Still another embodiment may have a non-transitory computer-readable medium having a computer program for implementing the above method s when being executed on a computer or signal processor.
A dialog system according to an embodiment is provided. The dialog system comprises an input interface for obtaining an input representation of an input by receiving the input and deriving the input representation from the input or by receiving the input representation, the input representation being an audio signal representation or a speech representation or a text representation, wherein the input representation comprises a plurality of input representation elements. Moreover, the dialog system comprises a preprocessor for preprocessing the input representation to generate preprocessed information, such that the preprocessed information comprises a plurality of preprocessed information elements, and such that each of two or more of the plurality of preprocessed information elements depends on at least two of the plurality of information representation elements. Moreover, the dialog system comprises two or more information extraction processors, wherein each of the two or more information extraction processors is suitable to generate derived information from the preprocessed information according to an information extraction rule specific for the information extraction processor, and different from an information extraction rule of any other one of the two or more information extraction processors.

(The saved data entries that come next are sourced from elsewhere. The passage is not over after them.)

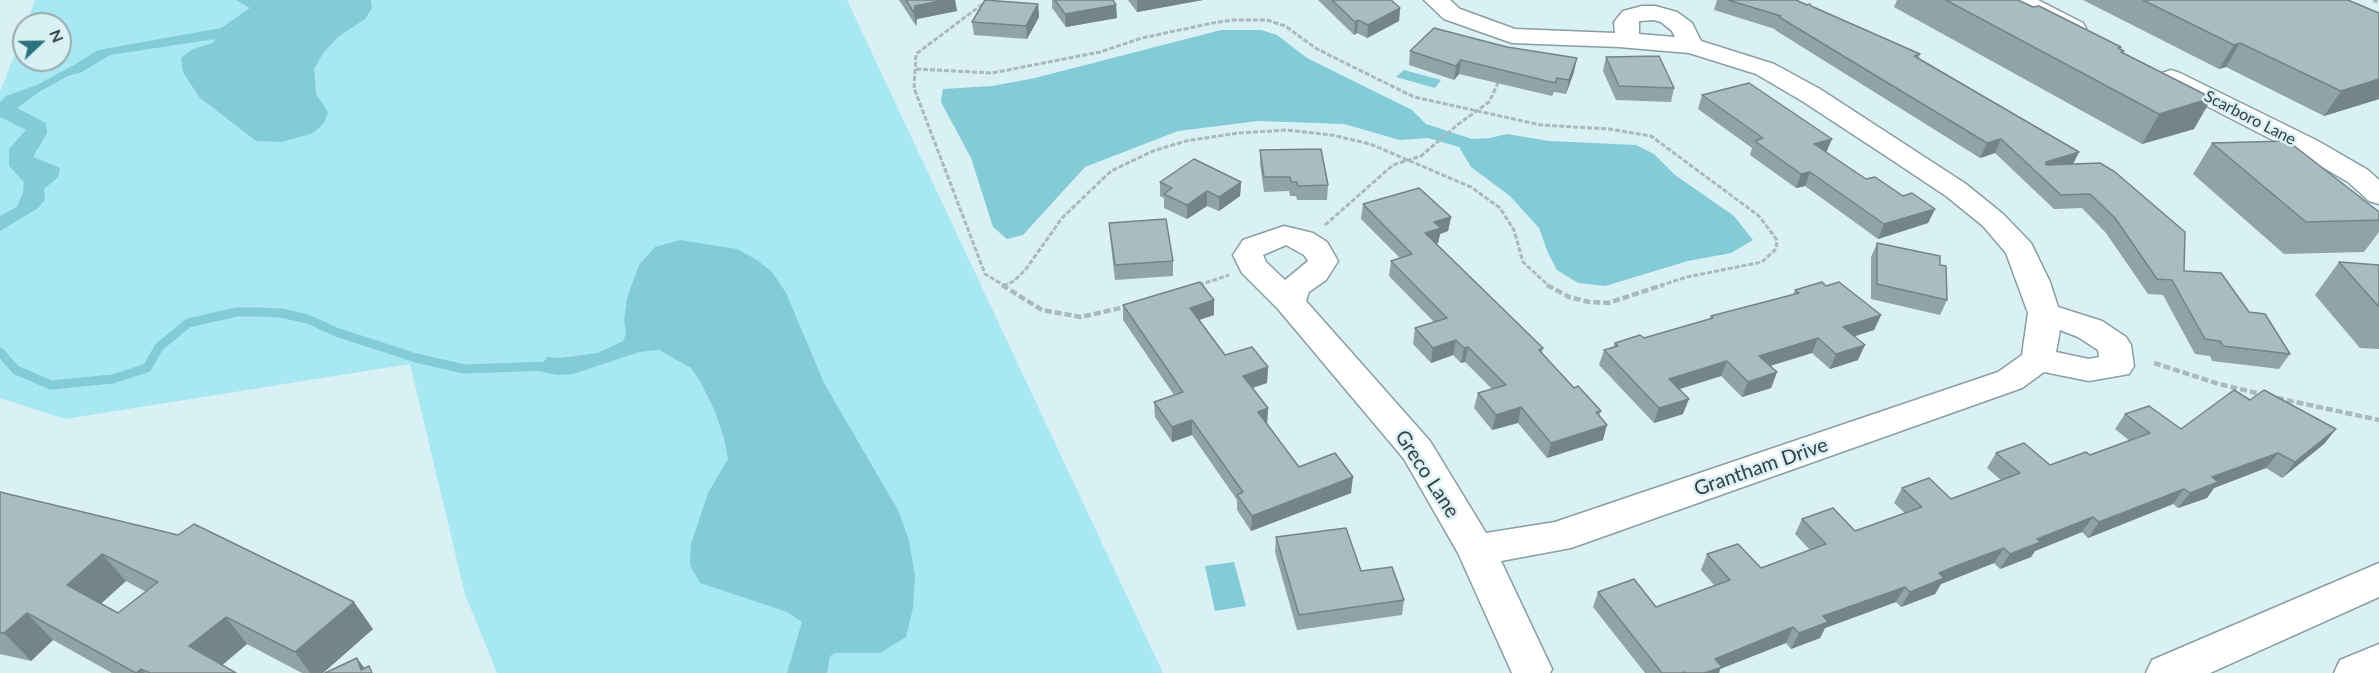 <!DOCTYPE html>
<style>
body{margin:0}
#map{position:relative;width:2379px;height:673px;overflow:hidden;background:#d9f0f4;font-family:Lato,sans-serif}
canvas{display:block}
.north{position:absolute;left:12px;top:12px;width:60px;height:60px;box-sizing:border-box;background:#d9f0f4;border:2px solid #97a9ac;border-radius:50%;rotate:68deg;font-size:16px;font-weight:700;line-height:24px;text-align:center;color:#353e40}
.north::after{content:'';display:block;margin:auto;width:21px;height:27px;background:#2b737e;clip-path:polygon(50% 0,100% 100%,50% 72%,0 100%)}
</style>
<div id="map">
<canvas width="2379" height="673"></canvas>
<div class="north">N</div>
</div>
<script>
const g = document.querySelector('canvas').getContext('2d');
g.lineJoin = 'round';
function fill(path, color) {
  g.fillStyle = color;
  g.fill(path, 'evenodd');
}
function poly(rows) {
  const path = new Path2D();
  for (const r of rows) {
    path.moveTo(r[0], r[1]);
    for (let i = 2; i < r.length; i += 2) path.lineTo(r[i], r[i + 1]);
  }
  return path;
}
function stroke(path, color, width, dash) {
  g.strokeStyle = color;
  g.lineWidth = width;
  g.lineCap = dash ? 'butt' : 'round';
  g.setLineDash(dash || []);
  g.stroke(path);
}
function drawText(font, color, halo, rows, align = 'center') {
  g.font = font + ' Lato,sans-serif';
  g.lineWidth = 5;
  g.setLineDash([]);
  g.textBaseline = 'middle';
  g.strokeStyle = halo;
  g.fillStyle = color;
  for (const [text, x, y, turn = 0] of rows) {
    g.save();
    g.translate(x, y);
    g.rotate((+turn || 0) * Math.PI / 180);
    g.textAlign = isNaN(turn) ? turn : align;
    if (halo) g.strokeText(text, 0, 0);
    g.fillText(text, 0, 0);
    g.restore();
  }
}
fill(poly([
 [35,0,847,0,1163,673,497,673,465,594,410,364,65,419,0,398,0,92,24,30,24,60,60,60,60,24,26,24]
]), '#a8e8f2');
fill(poly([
 [236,0,371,0,372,8,365,19,338,37,324,52,314,69,316,94,328,112,324,123,313,133,282,142,256,141,199,97,183,72,181,58,193,49,213,43,215,39,110,55,82,72,68,76,60,74,98,50,221,28,250,8],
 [1221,30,1261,30,1277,35,1307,58,1412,110,1426,124,1472,139,1490,138,1507,134,1549,141,1636,145,1654,154,1675,175,1734,216,1753,240,1731,253,1688,261,1605,286,1578,283,1557,270,1548,253,1539,228,1510,196,1471,167,1459,147,1428,138,1400,140,1344,124,1258,121,1178,131,1085,167,1023,235,1007,239,993,227,971,158,941,102,943,89,992,86,1035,78],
 [1404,70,1441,80,1435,88,1396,77],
 [37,85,46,87,17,108,46,123,47,133,33,157,60,168,58,177,44,189,45,200,38,208,0,231,0,216,17,207,23,193,24,182,9,166,9,149,26,130,0,117,0,102,6,96],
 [680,240,737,249,757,260,772,272,786,293,824,383,899,512,909,541,915,575,913,608,906,637,880,653,835,653,830,656,827,673,787,673,802,622,787,612,700,583,690,565,691,544,708,493,728,459,724,438,714,409,700,381,691,368,659,350,639,352,573,374,557,375,538,371,547,357,560,358,598,353,623,341,626,334,624,320,627,298,639,265,655,247],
 [1234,562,1246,606,1215,611,1205,566]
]), '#82cbd7');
stroke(poly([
 [33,91,72,70]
]), '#82cbd7', 7);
stroke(poly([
 [0,352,16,370,51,385,112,379,147,368,159,347,188,323,237,312,259,312,281,313,308,319,336,332,416,358,464,369,549,366]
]), '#82cbd7', 9);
const minor = poly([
 [1424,0,1450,0,1460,9,1515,29,1615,33,1614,22,1623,11,1642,6,1655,6,1677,12,1692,23,1701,41,1774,64,1820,89,1966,184,2003,214,2031,243,2050,282,2058,307,2102,321,2126,337,2131,345,2134,366,2129,374,2089,381,2044,372,2022,388,1571,548,1501,561,1552,669,1550,673,1512,673,1458,553,1404,459,1278,309,1242,273,1233,255,1243,240,1284,226,1313,233,1327,242,1338,261,1326,280,1309,292,1306,301,1430,441,1486,533,1555,522,1998,372,2022,355,2028,313,2006,253,1983,226,1946,196,1892,160,1802,101,1756,74,1689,53,1619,47,1512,43,1444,19,1424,0],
 [1654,20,1661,22,1672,31,1675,37,1639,34,1639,21,1654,20],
 [1286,245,1304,255,1308,261,1285,280,1266,262,1263,255,1286,245],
 [2060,330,2078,337,2098,350,2099,357,2089,359,2056,352,2060,330],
 [2008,0,2038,0,2083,23,2086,28,2083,33,2074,35,2065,33,2012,5,2008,0],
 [2171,70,2180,73,2318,141,2368,170,2379,180,2379,204,2369,201,2348,182,2298,153,2162,83,2158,78,2162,73,2171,70]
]);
const major = poly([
 [2379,563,2379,597,2210,673,2146,673,2152,660,2379,563],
 [2379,644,2379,673,2334,673,2340,660,2379,644]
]);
stroke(minor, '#899ea1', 3);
stroke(major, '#899ea1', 3);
stroke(poly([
 [988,0,916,54,914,88,985,274,1005,286],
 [2373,0,2379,3],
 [916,69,992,73,1100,52,1142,38,1213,23,1234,20,1267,20,1285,26,1317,49,1414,97,1541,125,1609,129,1651,136,1759,216,1777,240,1776,249,1762,262,1687,277,1659,286],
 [1325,225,1393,165,1421,156,1457,125,1489,102,1500,79],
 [1199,285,1229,275],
 [1003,286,1014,281,1026,269,1062,218,1111,171,1153,151,1186,141,1238,133,1286,130,1332,135,1370,144,1471,187,1500,208,1514,230,1523,262,1549,286]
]), '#a7babd', 3, [5, 2]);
stroke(poly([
 [1002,285,1042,310,1081,317,1125,307],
 [1547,285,1569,297,1589,302,1608,303,1663,285],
 [1003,286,1005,285],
 [2154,363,2219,384,2261,394],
 [2277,398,2379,420]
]), '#a7babd', 4.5, [7, 3]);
fill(minor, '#fff');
fill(major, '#fff');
fill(poly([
 [899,0,955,0,957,11,917,19,916,26],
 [1052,0,1113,0,1116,5,1117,18,1066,27,1052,8],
 [1128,0,1203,0,1137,12],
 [1318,0,1391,0,1400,8,1399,21,1367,38,1357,33,1354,35],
 [1717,0,1796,0,1920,54,1919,58,2079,152,2073,164,2184,271,2249,312,2290,354,2279,369,2212,361,2210,356,2195,354,2163,295,2148,294,2106,233,2082,208,2054,209,1995,153,1980,158,1775,30,1775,29,1714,10],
 [1897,0,2018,0,2121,47,2120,49,2124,51,2123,53,2194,129,2142,144,1894,7],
 [2083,0,2348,0,2379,99,2324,116,2226,67,2219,69],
 [1038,4,1039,17,1027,39,974,35,972,22],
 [1410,51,1574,72,1566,94,1554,92,1552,96,1459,74,1454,80,1409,65],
 [1606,57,1674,88,1671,102,1616,100,1603,71],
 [1702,95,1826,152,1866,179,1935,209,1928,223,1878,239,1805,186,1796,188,1750,155,1752,148,1698,109],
 [2212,143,2379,212,2379,232,2364,252,2284,254,2193,174],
 [1260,150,1328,185,1327,200,1297,200,1296,196,1290,196,1289,191,1264,192,1260,164],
 [1160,182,1241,182,1240,196,1219,211,1207,206,1187,219,1164,208,1164,198,1160,196],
 [1363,204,1451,217,1448,231,1440,234,1438,243,1436,243,1543,348,1542,353,1574,388,1601,411,1599,416,1603,440,1547,458,1518,423,1492,430,1474,408,1478,393,1492,389,1465,362,1461,363,1453,355,1431,363,1413,344,1415,328,1434,322,1389,276,1391,261,1400,258,1361,219],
 [1109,223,1173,261,1173,276,1115,280,1110,237],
 [1877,243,1940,265,1947,300,1940,315,1871,299,1871,257],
 [2339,262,2379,265,2379,349,2360,348,2315,295],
 [1826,286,1881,315,1874,330,1854,336,1858,360,1830,369,1812,353,1770,366,1777,372,1771,388,1742,397,1721,376,1679,389,1683,414,1654,423,1599,365,1604,350,1613,347,1615,343,1644,338,1709,320,1711,316,1793,295,1795,290],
 [1123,305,1214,315,1199,320,1225,355,1268,367,1267,383,1252,388,1268,408,1267,424,1266,424,1299,467,1351,493,1251,531,1237,510,1237,500,1192,435,1172,442,1155,417,1154,402,1174,395,1123,320],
 [2250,400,2336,429,2324,444,2282,478,2266,468,2214,488,2207,498,2178,508,2173,504,2088,538,2082,532,2035,551,2031,557,2000,569,1994,563,1941,584,1935,594,1901,607,1896,602,1825,628,1820,638,1791,649,1786,643,1720,669,1719,673,1645,673,1593,607,1598,592,1656,607,1715,586,1701,570,1707,554,1761,568,1810,550,1795,534,1802,519,1855,531,1905,513,1894,503,1902,488,1951,499,2001,480,1987,468,1996,453,2050,465,2090,455,2130,441,2115,429,2125,414,2181,429],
 [0,492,373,629,323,673,302,673,247,644,222,665,236,673,112,673,53,640,31,661,0,654],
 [126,581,146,592,118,613,101,604],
 [1276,537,1361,571,1404,600,1402,615,1297,630,1275,552]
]), '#90a3a6');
fill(poly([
 [944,0,955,0,957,11,917,19,916,26,914,13,915,6],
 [1137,0,1203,0,1137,12],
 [1038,4,1039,17,1027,39,1026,26],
 [1116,5,1117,18,1066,27,1065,14],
 [1400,8,1399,21,1367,38,1368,25],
 [1358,20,1357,33,1354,35,1355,22],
 [2240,43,2226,67,2219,69,2234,45],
 [1577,58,1574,72,1566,94,1569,80],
 [1461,60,1459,74,1454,80,1456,66],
 [2379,79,2379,99,2324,116,2341,91],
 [2212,98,2194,129,2142,144,2159,114],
 [1832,139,1826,153,1814,144],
 [2001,139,1995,153,1980,158,1987,143],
 [2079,152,2072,166,2040,175,2046,162],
 [1810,172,1805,186,1796,188,1801,174],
 [1241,182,1240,196,1219,211,1219,197],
 [1207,191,1207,206,1187,219,1187,205],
 [1935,209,1928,223,1878,239,1884,224],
 [1451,217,1448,231,1440,234,1438,243,1423,247,1425,233,1434,222],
 [1214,300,1214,315,1190,323,1190,308],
 [1881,315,1874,330,1837,342,1843,327],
 [1818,338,1812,353,1753,371,1759,356],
 [1456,340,1453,355,1431,363,1433,348],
 [1865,345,1858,360,1830,369,1836,354],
 [1468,347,1465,362,1461,363,1464,348],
 [1727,361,1721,376,1664,394,1669,379],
 [1268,367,1267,383,1243,391,1243,376],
 [1777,372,1771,388,1742,397,1748,382],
 [1689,399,1683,414,1654,423,1659,408],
 [1521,407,1518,423,1492,430,1496,415],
 [1268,408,1267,424,1257,427,1258,412],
 [1192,420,1192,435,1172,442,1172,427],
 [1607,425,1603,440,1547,458,1551,443],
 [2336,429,2324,444,2282,478,2295,462],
 [2278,453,2266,468,2214,488,2207,498,2178,508,2190,493,2212,477],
 [1353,477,1351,493,1251,531,1252,516],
 [2184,489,2173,504,2088,538,2099,522],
 [2093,517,2082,532,2035,551,2031,557,2000,569,2010,554,2037,539],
 [2004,548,1994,563,1941,584,1935,594,1901,607,1910,592,1939,573,1956,566],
 [102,554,126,581,91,612,67,585],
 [1905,587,1896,602,1825,628,1820,638,1791,649,1799,633,1823,616],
 [354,602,373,629,323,673,310,673,295,652],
 [27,613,53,640,31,661,4,633],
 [226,617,247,644,213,673,189,646],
 [1793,627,1786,643,1720,669,1719,673,1705,673,1715,659],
 [357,658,368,673,361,670],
 [141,669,145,673,136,673]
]), '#758487');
const building = poly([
 [906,0,944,0,915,6,914,13,906,0],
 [985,0,1038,4,1026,26,972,22,985,0],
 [1055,0,1113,0,1116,5,1065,14,1055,0],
 [1332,0,1391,0,1400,8,1368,25,1358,20,1355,22,1332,0],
 [1728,0,1796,0,1807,5,1810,4,1811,6,1920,54,1914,56,2079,152,2046,162,2046,165,2100,163,2115,172,2185,232,2184,271,2221,273,2249,312,2265,314,2290,354,2223,346,2220,341,2205,339,2172,280,2157,279,2115,218,2090,194,2061,195,2001,139,1987,143,1779,17,1781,16,1728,0],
 [1946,0,2018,0,2033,7,2039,6,2121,47,2118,48,2124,51,2121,52,2212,98,2159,114,1946,0],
 [2143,0,2348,0,2379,13,2379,79,2341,91,2240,43,2234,45,2143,0],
 [1434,28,1507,47,1577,58,1569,80,1557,78,1555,83,1461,60,1456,66,1410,51,1434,28],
 [1659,56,1674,88,1619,86,1606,57,1659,56],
 [1749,83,1832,139,1814,144,1866,179,1875,177,1903,196,1912,193,1935,209,1884,224,1810,172,1801,174,1755,141,1763,138,1702,95,1749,83],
 [2288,141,2379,212,2379,220,2306,222,2212,143,2288,141],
 [1321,149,1328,185,1298,186,1297,182,1291,182,1290,177,1264,177,1260,150,1321,149],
 [1194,159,1241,182,1219,197,1207,191,1187,205,1164,194,1172,188,1160,182,1194,159],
 [1419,188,1451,217,1434,222,1441,228,1425,233,1543,348,1539,350,1574,388,1578,386,1601,411,1596,412,1607,425,1551,443,1521,407,1496,415,1478,393,1506,385,1468,347,1464,348,1456,340,1433,348,1415,328,1447,318,1391,261,1412,254,1363,204,1419,188],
 [1166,219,1173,261,1115,265,1109,223,1166,219],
 [1877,243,1940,256,1940,265,1946,266,1947,300,1877,284,1877,243],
 [2339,262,2379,265,2379,307,2339,262],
 [1200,282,1214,300,1190,308,1225,355,1252,347,1268,367,1243,376,1268,408,1258,412,1299,467,1335,453,1353,477,1252,516,1237,495,1243,492,1192,420,1172,427,1154,402,1183,392,1123,305,1200,282],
 [1822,282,1826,286,1839,282,1881,315,1843,327,1865,345,1836,354,1818,338,1759,356,1777,372,1748,382,1727,361,1669,379,1689,399,1659,408,1604,350,1618,346,1615,343,1640,335,1644,338,1713,318,1711,316,1799,293,1795,290,1822,282],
 [2234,390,2250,400,2264,390,2336,429,2295,462,2278,453,2212,477,2218,482,2190,493,2184,489,2099,522,2093,517,2037,539,2041,542,2010,554,2004,548,1956,566,1939,573,1944,578,1910,592,1905,587,1823,616,1828,622,1799,633,1793,627,1715,659,1722,667,1705,673,1685,673,1685,672,1682,673,1662,673,1598,592,1634,579,1656,607,1730,580,1707,554,1738,544,1761,568,1826,544,1802,519,1833,508,1855,531,1922,507,1902,488,1929,478,1951,499,2020,473,1996,453,2024,443,2050,465,2086,452,2090,455,2150,433,2125,414,2149,406,2181,429,2234,390],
 [0,492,178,535,194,524,354,602,295,652,226,617,189,646,236,673,150,673,141,669,136,673,27,613,4,633,0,633,0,492],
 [102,554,158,582,118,613,67,585,102,554],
 [1346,528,1361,571,1392,567,1404,600,1299,615,1276,537,1346,528],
 [357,658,361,670,369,666,372,673,325,673,357,658]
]);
fill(building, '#a7bdc1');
stroke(building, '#758487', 1.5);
drawText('16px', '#353e40', '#d9f0f4', [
 ["Scarboro Lane",2250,118,27]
]);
drawText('20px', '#353e40', '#d9f0f4', [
 ["Grantham Drive",1761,467,-19],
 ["Greco Lane",1427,474,57]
]);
</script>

Furthermore, the dialog system comprises an output interface for generating an output, being an audio output and/or a textual output and/or visual output and/or being a signal for steering a machine, depending on the derived information from one or more of the two or more information extraction processors.
According to an embodiment, the dialog system may, e.g., be configured to select at least one of the two or more information extraction processors, such that only those of the two or more information extraction processors that have been selected, are to generate, depending on their information extraction rules, the derived information.
In an embodiment, at least two of the two or more information extraction processors may, e.g., generate the derived information from the preprocessed information depending on their information extraction rules.
Moreover, a dialog system according to another embodiment is provided. The dialog system comprises an input interface for obtaining an input representation of an input by receiving the input and deriving the input representation from the input or by receiving the input representation, the input representation being an audio signal representation or a speech representation or a text representation, wherein the input representation comprises a plurality of input representation elements. Furthermore, the dialog system comprises two or more information extraction processors, wherein each of the two or more information extraction processors is suitable to generate derived information depending on the input representation according to an information extraction rule specific for the information extraction processor, and different from an information extraction rule of any other one of the two or more information extraction processors. Moreover, the dialog system comprises an output interface for generating an output, being an audio output and/or a textual output and/or visual output and/or being a signal for steering a machine, depending on the derived information from one or more of the two or more information extraction processors. At least two information extraction processors of the two or more information extraction processors are dialog-state-dependent. The dialog system is configured to select one or more information extraction processors of the at least two information extraction processors, which are dialog-state-dependent, depending on a current state of the dialog, such that only those of the at least two information extraction processors, which are associated with the current state of the dialog, are selected. The one or more information extraction processors that have been selected are configured to generate the derived information depending on their information extraction rules.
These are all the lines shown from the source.